Boondock Rebel  ·  March 2026  ·  10 min read

On the strange, exhausting, deeply human addiction to men who make you work for crumbs — and why the available ones feel so unbearably boring.

He texted back in three days. Not three hours — three days. And when he finally did, it was a lowercase "hey" with no punctuation. No apology. No explanation. Just "hey," like he'd been gone three minutes and not three days.

And I — a grown woman with a career and opinions and a passport — felt a full-body flood of relief.

When did "he texted back" become enough to feel like winning?
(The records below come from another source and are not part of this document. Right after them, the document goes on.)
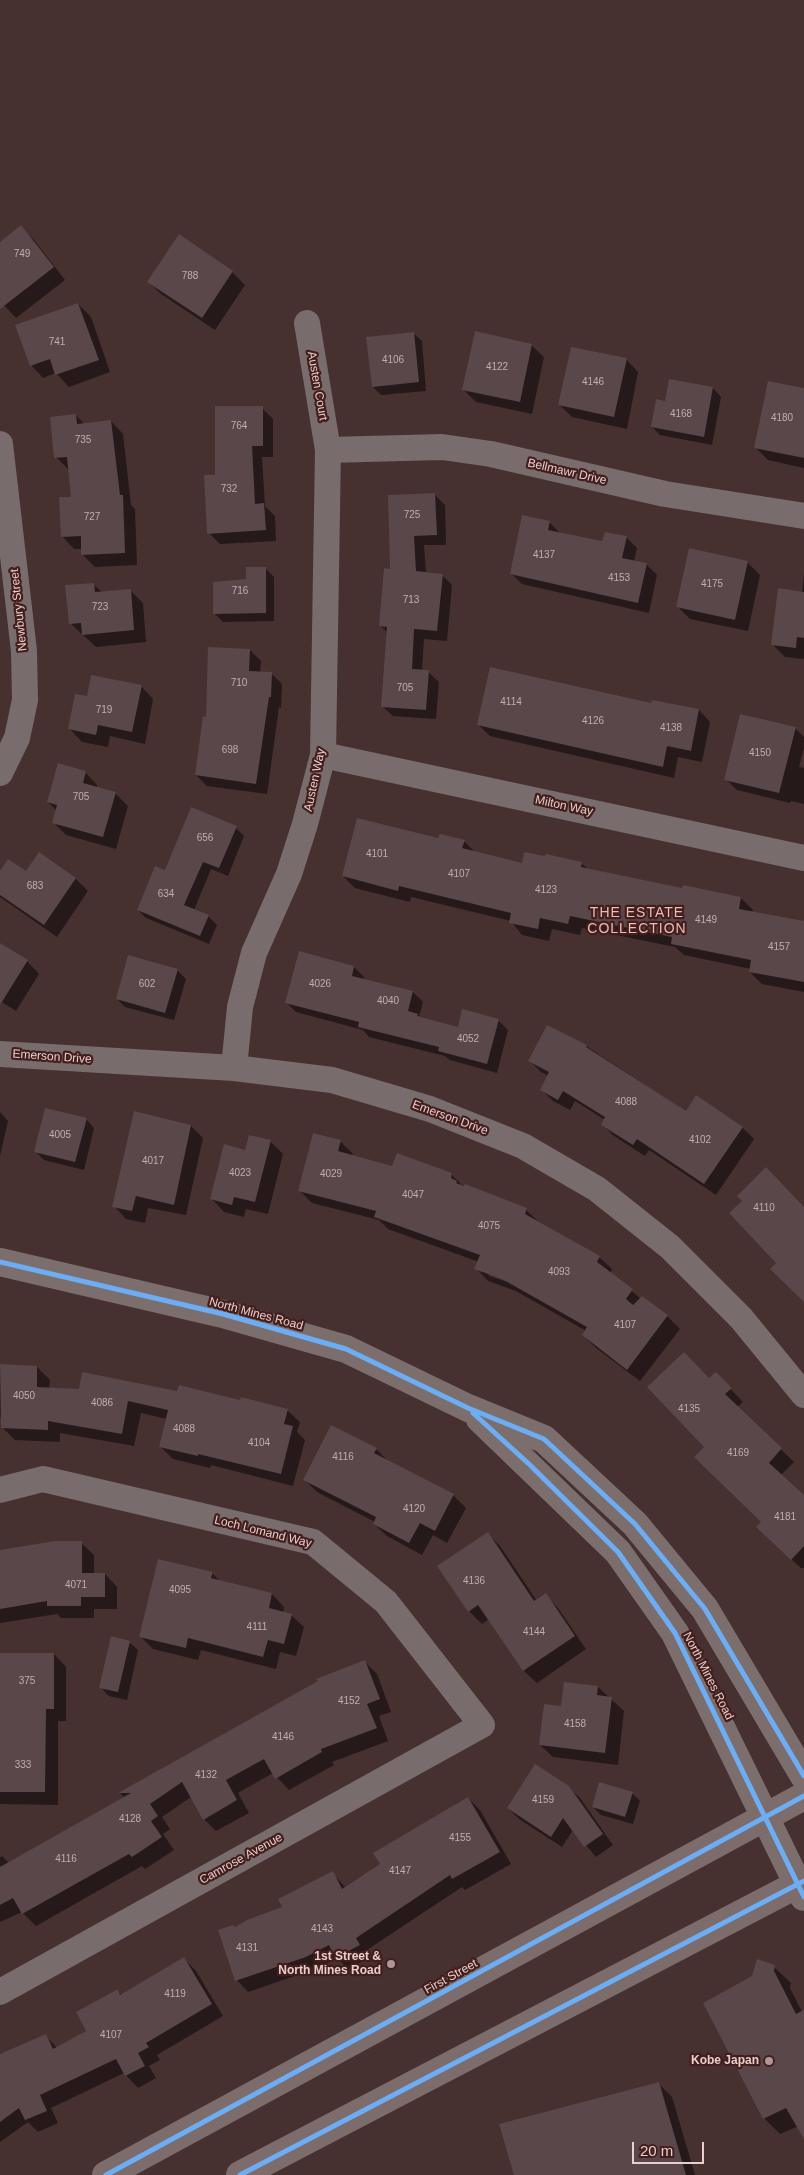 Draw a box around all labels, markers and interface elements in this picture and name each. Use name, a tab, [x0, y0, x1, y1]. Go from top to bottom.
house number: 749	[14, 248, 30, 260]
house number: 788	[182, 270, 198, 282]
house number: 741	[49, 336, 65, 348]
street label: Austen Court	[304, 350, 330, 422]
house number: 4106	[382, 354, 404, 366]
house number: 4122	[486, 361, 508, 373]
house number: 4146	[582, 376, 604, 388]
house number: 4168	[670, 408, 692, 420]
house number: 4180	[771, 412, 793, 424]
house number: 764	[231, 420, 247, 432]
house number: 735	[75, 434, 91, 446]
street label: Bellmawr Drive	[526, 456, 608, 488]
house number: 732	[221, 483, 237, 495]
house number: 725	[404, 509, 420, 521]
house number: 727	[84, 511, 100, 523]
house number: 4137	[533, 549, 555, 561]
street label: Newbury Street	[8, 568, 30, 652]
house number: 4153	[608, 572, 630, 584]
house number: 4175	[701, 578, 723, 590]
house number: 716	[232, 585, 248, 597]
house number: 713	[403, 594, 419, 606]
house number: 723	[92, 601, 108, 613]
house number: 710	[231, 677, 247, 689]
house number: 705	[397, 682, 413, 694]
house number: 4114	[500, 696, 522, 708]
house number: 719	[96, 704, 112, 716]
house number: 4126	[582, 715, 604, 727]
house number: 4138	[660, 722, 682, 734]
house number: 698	[222, 744, 238, 756]
street label: Austen Way	[301, 747, 329, 813]
house number: 4150	[749, 747, 771, 759]
house number: 705	[73, 791, 89, 803]
street label: Milton Way	[534, 793, 594, 819]
house number: 656	[197, 832, 213, 844]
house number: 4101	[366, 848, 388, 860]
house number: 4107	[448, 868, 470, 880]
house number: 683	[27, 880, 43, 892]
house number: 4123	[535, 884, 557, 896]
house number: 634	[158, 888, 174, 900]
district label: THE ESTATE COLLECTION	[586, 905, 688, 938]
house number: 4149	[695, 914, 717, 926]
house number: 4157	[768, 941, 790, 953]
house number: 602	[139, 978, 155, 990]
house number: 4026	[309, 978, 331, 990]
house number: 4040	[377, 995, 399, 1007]
house number: 4052	[457, 1033, 479, 1045]
street label: Emerson Drive	[12, 1047, 92, 1067]
house number: 4088	[615, 1096, 637, 1108]
street label: Emerson Drive	[410, 1098, 490, 1138]
house number: 4005	[49, 1129, 71, 1141]
house number: 4102	[689, 1134, 711, 1146]
house number: 4017	[142, 1155, 164, 1167]
house number: 4023	[229, 1167, 251, 1179]
house number: 4029	[320, 1168, 342, 1180]
house number: 4047	[402, 1189, 424, 1201]
house number: 4110	[753, 1202, 775, 1214]
house number: 4075	[478, 1220, 500, 1232]
house number: 4093	[548, 1266, 570, 1278]
street label: North Mines Road	[207, 1295, 305, 1333]
house number: 4107	[614, 1319, 636, 1331]
house number: 4050	[13, 1390, 35, 1402]
house number: 4086	[91, 1397, 113, 1409]
house number: 4135	[678, 1403, 700, 1415]
house number: 4088	[173, 1423, 195, 1435]
house number: 4104	[248, 1437, 270, 1449]
house number: 4169	[727, 1447, 749, 1459]
house number: 4116	[332, 1451, 354, 1463]
house number: 4120	[403, 1503, 425, 1515]
house number: 4181	[774, 1511, 796, 1523]
street label: Loch Lomand Way	[213, 1513, 313, 1551]
house number: 4136	[463, 1575, 485, 1587]
house number: 4071	[65, 1579, 87, 1591]
house number: 4095	[169, 1584, 191, 1596]
house number: 4111	[247, 1621, 267, 1633]
house number: 4144	[523, 1626, 545, 1638]
street label: North Mines Road	[680, 1630, 736, 1722]
house number: 375	[19, 1675, 35, 1687]
house number: 4152	[338, 1695, 360, 1707]
house number: 4158	[564, 1718, 586, 1730]
house number: 4146	[272, 1731, 294, 1743]
house number: 333	[15, 1759, 31, 1771]
house number: 4132	[195, 1769, 217, 1781]
house number: 4159	[532, 1794, 554, 1806]
house number: 4128	[119, 1813, 141, 1825]
street label: Camrose Avenue	[197, 1830, 285, 1888]
house number: 4155	[449, 1832, 471, 1844]
house number: 4116	[55, 1853, 77, 1865]
house number: 4147	[389, 1865, 411, 1877]
house number: 4143	[311, 1923, 333, 1935]
house number: 4131	[236, 1942, 258, 1954]
place label: 1st Street & North Mines Road	[278, 1950, 381, 1978]
street label: First Street	[422, 1956, 480, 1998]
marker: 1st Street & North Mines Road	[385, 1958, 397, 1970]
house number: 4119	[164, 1988, 186, 2000]
house number: 4107	[100, 2029, 122, 2041]
place label: Kobe Japan	[691, 2054, 759, 2068]
marker: Kobe Japan	[763, 2055, 775, 2067]
scale bar	[634, 2132, 706, 2164]
text: 20 m	[640, 2142, 673, 2159]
We have a problem. Not all of us, not always — but enough of us, enough of the time, that we should probably stop whispering about it and just say it out loud: a lot of women are addicted to men who are just not that available. Not unavailable in a brooding, complicated, needs-more-time way. Unavailable in a this is who I am and I'm not changing way. And we keep showing up anyway. Hopeful. Dressed well. Pretending we're fine with it.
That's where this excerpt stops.